■ What the exercise asks ■
Once you find the line with "M85,359L115,363L116,366L114,378L98,388L82,384L83,373L85,370Z" in the entries below, return exactly every line from it through the line with "M567,847L646,857".

■ Source data ■
##########

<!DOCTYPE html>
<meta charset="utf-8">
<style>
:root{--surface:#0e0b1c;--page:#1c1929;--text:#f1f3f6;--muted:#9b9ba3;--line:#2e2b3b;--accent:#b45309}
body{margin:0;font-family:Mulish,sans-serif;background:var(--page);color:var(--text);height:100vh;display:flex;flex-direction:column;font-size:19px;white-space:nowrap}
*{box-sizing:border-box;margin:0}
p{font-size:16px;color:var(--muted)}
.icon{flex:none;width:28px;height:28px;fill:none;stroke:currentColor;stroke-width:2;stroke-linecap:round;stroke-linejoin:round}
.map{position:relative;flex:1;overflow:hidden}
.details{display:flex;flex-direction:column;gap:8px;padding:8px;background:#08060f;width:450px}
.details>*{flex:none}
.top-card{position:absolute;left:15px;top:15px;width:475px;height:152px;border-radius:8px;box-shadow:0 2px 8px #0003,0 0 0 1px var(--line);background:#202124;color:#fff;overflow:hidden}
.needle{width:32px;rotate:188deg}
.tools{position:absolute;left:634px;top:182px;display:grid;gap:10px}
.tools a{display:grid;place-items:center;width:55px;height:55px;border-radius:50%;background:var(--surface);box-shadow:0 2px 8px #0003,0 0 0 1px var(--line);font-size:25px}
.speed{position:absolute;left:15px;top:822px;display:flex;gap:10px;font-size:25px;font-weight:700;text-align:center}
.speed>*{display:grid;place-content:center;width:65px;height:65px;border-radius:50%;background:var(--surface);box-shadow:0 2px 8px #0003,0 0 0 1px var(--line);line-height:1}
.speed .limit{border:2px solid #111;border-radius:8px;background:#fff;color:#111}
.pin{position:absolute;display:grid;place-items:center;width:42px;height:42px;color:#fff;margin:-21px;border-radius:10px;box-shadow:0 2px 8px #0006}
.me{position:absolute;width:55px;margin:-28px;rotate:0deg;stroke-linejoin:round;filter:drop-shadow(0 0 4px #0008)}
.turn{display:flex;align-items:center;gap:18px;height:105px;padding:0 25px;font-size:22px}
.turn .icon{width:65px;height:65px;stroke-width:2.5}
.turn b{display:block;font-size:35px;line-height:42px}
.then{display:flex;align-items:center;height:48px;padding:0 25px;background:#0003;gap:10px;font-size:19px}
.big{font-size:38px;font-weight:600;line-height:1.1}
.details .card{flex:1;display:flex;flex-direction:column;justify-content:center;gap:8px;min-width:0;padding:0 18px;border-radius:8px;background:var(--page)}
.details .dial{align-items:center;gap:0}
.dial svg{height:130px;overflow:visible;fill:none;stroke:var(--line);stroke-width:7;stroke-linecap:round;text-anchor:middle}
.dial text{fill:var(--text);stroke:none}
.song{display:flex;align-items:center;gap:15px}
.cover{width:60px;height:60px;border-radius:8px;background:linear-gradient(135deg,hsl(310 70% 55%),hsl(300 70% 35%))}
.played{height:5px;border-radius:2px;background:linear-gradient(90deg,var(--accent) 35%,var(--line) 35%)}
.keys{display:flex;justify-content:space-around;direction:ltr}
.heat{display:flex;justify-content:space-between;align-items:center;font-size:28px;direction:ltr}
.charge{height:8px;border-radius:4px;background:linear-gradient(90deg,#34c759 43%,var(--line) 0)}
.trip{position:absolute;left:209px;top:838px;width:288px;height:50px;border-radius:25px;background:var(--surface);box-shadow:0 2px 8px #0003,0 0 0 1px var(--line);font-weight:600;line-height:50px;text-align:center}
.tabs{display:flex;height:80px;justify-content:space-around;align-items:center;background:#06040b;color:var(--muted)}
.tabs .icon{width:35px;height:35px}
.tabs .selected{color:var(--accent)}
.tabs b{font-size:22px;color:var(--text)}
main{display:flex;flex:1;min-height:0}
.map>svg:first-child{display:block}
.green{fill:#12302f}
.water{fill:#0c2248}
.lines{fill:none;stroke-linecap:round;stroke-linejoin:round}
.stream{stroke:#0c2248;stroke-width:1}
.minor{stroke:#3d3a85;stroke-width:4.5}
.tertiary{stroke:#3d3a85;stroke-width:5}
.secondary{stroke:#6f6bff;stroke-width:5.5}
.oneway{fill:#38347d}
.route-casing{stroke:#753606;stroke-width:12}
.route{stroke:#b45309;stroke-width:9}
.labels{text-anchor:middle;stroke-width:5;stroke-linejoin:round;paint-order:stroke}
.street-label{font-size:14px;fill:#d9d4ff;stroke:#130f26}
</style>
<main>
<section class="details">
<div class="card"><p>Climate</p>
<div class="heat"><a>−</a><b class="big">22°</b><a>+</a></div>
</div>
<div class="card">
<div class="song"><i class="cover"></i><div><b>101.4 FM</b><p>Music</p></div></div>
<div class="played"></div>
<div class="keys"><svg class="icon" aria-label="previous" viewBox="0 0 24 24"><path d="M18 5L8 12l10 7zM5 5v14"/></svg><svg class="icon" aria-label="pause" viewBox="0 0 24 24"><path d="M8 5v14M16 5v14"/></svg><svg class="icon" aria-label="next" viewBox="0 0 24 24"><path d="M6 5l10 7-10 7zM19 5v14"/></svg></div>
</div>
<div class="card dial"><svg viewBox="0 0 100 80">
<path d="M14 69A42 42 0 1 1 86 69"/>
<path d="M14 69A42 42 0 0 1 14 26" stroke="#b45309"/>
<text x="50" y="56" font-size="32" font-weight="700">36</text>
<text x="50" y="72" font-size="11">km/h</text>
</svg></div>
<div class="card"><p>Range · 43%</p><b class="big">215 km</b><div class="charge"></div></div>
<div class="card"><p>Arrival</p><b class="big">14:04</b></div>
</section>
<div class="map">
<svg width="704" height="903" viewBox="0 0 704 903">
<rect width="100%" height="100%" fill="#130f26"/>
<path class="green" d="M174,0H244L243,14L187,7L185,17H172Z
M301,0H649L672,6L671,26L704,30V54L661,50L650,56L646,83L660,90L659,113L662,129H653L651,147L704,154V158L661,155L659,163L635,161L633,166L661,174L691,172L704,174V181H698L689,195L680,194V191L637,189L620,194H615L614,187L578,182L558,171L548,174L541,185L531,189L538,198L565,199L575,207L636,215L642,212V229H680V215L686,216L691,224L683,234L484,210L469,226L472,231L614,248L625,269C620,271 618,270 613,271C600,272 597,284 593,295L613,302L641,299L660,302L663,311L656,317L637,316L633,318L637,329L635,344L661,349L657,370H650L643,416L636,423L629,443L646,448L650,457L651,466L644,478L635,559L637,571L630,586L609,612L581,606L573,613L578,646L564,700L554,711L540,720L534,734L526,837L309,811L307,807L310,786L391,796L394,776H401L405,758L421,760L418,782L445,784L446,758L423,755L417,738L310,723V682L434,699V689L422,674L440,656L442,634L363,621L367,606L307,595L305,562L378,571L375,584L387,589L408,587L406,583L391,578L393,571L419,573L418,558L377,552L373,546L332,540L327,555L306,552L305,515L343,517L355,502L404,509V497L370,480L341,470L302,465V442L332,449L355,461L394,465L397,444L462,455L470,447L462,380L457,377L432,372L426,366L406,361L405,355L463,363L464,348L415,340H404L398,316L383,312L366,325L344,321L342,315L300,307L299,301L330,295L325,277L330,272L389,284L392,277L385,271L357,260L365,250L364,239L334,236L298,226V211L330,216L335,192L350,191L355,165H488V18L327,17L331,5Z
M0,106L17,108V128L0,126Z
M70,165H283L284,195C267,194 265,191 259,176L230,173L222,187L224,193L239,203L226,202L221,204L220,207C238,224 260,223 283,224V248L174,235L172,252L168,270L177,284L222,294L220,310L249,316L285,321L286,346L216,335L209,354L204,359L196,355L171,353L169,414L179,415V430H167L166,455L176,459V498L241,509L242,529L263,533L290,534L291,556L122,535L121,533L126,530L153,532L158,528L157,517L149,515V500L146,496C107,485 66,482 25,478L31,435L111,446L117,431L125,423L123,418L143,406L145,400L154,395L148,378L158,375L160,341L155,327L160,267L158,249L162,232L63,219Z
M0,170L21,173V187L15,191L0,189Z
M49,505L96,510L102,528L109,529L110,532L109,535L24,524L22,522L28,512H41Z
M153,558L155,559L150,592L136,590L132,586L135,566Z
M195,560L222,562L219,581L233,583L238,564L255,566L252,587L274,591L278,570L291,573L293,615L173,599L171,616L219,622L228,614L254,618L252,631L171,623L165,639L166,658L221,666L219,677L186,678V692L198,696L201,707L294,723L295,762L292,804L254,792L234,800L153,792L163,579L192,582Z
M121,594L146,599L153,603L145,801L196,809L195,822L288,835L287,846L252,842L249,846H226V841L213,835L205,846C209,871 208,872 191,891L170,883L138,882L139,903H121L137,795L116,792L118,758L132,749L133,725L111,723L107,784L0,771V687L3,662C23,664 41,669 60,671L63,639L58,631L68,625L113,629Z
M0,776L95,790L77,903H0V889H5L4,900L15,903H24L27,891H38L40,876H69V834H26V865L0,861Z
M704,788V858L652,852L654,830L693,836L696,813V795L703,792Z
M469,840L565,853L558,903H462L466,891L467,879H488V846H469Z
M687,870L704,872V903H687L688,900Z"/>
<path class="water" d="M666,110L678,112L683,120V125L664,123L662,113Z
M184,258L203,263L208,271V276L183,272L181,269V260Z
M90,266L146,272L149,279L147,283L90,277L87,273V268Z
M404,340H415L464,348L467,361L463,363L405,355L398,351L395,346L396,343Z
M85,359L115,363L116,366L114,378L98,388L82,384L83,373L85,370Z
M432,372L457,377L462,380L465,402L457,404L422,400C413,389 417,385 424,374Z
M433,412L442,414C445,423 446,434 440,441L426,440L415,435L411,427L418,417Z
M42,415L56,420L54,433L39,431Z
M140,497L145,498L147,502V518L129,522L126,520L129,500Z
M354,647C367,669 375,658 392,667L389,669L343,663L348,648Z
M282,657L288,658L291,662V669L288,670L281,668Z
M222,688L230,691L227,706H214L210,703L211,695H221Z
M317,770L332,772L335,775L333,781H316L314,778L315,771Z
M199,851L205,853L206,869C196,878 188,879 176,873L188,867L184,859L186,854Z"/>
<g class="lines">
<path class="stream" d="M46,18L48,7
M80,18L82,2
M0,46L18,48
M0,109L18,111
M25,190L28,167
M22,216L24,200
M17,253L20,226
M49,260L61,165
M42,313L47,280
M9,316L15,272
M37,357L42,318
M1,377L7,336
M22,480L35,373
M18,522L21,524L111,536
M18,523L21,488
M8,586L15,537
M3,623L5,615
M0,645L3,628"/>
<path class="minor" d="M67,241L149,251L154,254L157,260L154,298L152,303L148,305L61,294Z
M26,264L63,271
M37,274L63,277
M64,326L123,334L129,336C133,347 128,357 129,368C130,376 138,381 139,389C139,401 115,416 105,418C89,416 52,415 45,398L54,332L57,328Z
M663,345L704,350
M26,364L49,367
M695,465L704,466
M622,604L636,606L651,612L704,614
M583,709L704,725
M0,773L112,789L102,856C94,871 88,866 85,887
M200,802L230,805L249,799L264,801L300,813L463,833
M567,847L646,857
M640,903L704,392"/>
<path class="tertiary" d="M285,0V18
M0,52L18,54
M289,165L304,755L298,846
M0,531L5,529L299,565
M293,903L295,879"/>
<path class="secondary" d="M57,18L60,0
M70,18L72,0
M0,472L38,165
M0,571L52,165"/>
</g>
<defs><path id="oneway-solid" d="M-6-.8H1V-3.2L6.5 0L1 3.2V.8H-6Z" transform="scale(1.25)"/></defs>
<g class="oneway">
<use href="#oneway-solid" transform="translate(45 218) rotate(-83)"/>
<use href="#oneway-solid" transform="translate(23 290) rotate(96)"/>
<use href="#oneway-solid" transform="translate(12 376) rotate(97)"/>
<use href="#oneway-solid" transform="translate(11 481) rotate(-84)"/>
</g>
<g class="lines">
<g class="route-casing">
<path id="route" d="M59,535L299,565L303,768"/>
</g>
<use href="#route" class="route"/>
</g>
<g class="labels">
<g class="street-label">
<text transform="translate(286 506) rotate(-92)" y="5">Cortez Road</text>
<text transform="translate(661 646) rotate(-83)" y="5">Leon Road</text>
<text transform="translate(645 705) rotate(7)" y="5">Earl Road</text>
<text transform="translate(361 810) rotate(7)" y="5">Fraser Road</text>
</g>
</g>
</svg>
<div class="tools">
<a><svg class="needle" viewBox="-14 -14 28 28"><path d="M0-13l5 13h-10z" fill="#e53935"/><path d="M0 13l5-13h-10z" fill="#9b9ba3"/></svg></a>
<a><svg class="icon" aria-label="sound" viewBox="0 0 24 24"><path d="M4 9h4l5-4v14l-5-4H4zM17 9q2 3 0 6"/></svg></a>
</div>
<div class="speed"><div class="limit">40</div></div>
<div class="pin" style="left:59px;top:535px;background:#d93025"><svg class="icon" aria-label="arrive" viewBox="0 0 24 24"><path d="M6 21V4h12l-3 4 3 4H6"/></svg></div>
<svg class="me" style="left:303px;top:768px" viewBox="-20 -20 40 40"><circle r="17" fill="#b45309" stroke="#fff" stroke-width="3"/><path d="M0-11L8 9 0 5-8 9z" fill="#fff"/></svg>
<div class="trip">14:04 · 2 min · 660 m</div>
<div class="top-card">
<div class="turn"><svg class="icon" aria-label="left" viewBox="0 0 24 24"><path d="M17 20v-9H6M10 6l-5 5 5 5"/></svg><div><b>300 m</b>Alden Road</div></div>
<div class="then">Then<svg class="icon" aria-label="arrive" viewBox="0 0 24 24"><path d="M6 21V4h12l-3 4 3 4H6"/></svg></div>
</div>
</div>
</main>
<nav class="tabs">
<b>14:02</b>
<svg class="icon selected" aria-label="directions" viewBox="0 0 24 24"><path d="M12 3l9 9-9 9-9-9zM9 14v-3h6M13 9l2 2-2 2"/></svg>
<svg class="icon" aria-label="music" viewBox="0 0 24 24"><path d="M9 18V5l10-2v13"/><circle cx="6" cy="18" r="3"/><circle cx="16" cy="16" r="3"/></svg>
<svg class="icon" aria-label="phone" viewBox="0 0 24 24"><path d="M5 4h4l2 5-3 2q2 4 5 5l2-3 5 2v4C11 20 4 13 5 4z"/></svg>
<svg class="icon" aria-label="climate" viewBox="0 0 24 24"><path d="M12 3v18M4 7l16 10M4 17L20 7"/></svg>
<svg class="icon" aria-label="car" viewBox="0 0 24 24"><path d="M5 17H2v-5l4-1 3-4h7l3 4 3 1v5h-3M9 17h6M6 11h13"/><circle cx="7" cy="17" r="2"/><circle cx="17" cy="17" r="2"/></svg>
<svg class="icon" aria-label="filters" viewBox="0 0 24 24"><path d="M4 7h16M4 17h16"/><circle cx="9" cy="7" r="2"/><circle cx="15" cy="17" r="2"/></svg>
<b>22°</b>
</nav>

##########

■ Written solution ■
M85,359L115,363L116,366L114,378L98,388L82,384L83,373L85,370Z
M432,372L457,377L462,380L465,402L457,404L422,400C413,389 417,385 424,374Z
M433,412L442,414C445,423 446,434 440,441L426,440L415,435L411,427L418,417Z
M42,415L56,420L54,433L39,431Z
M140,497L145,498L147,502V518L129,522L126,520L129,500Z
M354,647C367,669 375,658 392,667L389,669L343,663L348,648Z
M282,657L288,658L291,662V669L288,670L281,668Z
M222,688L230,691L227,706H214L210,703L211,695H221Z
M317,770L332,772L335,775L333,781H316L314,778L315,771Z
M199,851L205,853L206,869C196,878 188,879 176,873L188,867L184,859L186,854Z"/>
<g class="lines">
<path class="stream" d="M46,18L48,7
M80,18L82,2
M0,46L18,48
M0,109L18,111
M25,190L28,167
M22,216L24,200
M17,253L20,226
M49,260L61,165
M42,313L47,280
M9,316L15,272
M37,357L42,318
M1,377L7,336
M22,480L35,373
M18,522L21,524L111,536
M18,523L21,488
M8,586L15,537
M3,623L5,615
M0,645L3,628"/>
<path class="minor" d="M67,241L149,251L154,254L157,260L154,298L152,303L148,305L61,294Z
M26,264L63,271
M37,274L63,277
M64,326L123,334L129,336C133,347 128,357 129,368C130,376 138,381 139,389C139,401 115,416 105,418C89,416 52,415 45,398L54,332L57,328Z
M663,345L704,350
M26,364L49,367
M695,465L704,466
M622,604L636,606L651,612L704,614
M583,709L704,725
M0,773L112,789L102,856C94,871 88,866 85,887
M200,802L230,805L249,799L264,801L300,813L463,833
M567,847L646,857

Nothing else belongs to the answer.